Your objective — Your answer should be a single number: the count of lines in the listing that contain "limit".

Material for the task —
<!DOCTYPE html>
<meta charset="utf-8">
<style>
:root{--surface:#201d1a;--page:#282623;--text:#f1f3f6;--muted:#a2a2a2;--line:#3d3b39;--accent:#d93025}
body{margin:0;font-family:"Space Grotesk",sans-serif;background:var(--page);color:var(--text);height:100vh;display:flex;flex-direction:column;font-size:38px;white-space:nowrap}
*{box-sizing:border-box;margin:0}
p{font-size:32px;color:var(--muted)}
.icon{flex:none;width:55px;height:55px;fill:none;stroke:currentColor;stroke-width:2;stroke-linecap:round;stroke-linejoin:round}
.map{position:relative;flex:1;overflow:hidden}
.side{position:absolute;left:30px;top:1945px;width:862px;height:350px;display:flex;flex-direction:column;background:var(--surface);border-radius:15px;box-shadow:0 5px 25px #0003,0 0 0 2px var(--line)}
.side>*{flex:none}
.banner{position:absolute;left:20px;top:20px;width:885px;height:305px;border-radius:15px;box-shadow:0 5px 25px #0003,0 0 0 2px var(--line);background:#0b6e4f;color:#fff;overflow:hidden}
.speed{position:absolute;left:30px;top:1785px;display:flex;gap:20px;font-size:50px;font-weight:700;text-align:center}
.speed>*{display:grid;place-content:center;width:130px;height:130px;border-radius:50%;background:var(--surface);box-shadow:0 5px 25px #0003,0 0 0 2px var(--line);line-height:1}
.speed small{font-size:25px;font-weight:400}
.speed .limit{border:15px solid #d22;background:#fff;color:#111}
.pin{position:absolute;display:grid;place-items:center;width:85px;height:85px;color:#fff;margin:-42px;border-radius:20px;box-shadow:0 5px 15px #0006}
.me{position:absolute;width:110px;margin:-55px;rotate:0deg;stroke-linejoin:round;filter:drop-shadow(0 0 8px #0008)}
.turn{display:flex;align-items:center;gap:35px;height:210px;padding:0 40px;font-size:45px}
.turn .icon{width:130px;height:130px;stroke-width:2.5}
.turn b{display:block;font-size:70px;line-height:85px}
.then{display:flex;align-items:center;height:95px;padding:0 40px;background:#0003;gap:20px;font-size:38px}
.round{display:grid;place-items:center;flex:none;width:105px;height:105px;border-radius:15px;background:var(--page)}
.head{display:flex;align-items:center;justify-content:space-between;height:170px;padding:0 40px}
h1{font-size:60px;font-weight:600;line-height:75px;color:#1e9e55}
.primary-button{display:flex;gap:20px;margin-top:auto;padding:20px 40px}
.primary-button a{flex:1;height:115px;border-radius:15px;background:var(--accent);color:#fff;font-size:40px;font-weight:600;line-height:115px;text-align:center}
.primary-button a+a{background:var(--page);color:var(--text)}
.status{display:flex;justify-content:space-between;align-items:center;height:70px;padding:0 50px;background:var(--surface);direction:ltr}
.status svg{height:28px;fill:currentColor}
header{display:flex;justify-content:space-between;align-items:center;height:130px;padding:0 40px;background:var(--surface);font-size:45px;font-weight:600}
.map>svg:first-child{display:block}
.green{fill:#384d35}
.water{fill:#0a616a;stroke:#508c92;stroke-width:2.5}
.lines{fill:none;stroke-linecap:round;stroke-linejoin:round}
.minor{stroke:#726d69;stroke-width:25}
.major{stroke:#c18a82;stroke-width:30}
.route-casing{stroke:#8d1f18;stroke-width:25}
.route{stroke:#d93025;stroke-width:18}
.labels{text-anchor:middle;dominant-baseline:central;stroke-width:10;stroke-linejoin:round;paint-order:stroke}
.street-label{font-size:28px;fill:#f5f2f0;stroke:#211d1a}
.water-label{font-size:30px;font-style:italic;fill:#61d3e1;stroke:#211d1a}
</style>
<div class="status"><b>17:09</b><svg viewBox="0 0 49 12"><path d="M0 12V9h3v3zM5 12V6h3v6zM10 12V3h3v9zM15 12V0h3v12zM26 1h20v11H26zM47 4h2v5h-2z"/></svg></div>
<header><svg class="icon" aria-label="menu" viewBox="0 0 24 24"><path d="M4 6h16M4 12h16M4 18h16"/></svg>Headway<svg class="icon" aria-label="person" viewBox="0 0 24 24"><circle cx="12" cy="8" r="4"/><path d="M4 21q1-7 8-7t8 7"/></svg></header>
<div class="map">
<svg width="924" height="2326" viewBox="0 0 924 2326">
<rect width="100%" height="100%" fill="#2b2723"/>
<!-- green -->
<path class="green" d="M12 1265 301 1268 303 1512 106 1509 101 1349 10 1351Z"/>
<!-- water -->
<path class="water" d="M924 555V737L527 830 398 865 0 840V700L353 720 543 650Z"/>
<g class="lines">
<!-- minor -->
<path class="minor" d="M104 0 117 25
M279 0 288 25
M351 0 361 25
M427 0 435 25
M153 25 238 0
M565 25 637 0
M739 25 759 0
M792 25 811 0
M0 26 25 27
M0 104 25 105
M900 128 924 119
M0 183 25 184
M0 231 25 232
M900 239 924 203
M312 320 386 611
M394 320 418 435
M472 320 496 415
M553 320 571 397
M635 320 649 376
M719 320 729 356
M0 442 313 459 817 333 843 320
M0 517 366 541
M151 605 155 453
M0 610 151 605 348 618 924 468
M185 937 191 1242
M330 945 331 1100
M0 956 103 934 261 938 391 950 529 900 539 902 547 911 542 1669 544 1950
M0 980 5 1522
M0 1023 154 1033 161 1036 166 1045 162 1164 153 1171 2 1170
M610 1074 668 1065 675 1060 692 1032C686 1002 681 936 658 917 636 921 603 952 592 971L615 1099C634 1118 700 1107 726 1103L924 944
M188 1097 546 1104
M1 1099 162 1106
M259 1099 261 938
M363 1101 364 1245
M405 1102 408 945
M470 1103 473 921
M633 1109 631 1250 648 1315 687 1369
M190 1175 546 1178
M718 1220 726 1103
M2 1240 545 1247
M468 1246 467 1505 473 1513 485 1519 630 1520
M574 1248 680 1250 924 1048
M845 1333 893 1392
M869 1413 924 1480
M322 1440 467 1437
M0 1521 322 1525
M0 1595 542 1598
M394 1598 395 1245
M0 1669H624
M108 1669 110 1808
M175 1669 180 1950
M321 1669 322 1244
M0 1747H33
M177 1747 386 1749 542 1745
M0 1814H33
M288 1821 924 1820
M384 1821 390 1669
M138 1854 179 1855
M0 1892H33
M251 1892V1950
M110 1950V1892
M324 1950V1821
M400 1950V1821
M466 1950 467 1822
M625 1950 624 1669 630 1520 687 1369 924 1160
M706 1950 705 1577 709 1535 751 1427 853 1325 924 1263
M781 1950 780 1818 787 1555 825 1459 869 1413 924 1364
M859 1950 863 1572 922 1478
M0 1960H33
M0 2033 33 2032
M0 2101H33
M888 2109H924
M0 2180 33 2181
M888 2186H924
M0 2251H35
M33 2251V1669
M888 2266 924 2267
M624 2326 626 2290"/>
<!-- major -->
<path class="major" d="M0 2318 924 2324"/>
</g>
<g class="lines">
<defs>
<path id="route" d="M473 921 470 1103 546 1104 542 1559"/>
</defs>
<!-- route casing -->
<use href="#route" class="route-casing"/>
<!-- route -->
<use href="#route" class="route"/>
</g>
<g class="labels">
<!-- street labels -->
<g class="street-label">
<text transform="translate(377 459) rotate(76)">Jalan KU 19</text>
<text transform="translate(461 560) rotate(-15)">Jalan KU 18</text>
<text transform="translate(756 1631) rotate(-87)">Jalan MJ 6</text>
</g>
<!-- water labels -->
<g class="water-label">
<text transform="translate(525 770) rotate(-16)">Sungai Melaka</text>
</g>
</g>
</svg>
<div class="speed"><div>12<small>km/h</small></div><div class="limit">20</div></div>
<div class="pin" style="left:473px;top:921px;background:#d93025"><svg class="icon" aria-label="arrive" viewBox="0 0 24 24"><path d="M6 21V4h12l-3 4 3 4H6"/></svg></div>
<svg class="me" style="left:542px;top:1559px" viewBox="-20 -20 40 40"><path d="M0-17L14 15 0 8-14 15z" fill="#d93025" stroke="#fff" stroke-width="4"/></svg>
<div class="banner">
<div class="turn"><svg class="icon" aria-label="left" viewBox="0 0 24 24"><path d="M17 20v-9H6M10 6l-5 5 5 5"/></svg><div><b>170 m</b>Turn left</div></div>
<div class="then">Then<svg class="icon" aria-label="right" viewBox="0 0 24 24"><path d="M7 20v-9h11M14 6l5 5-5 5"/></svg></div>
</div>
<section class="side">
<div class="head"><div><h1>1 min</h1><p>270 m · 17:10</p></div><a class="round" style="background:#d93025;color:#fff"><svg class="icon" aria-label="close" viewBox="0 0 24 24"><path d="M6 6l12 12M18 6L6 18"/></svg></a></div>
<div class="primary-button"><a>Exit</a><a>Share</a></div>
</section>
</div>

Your response — 2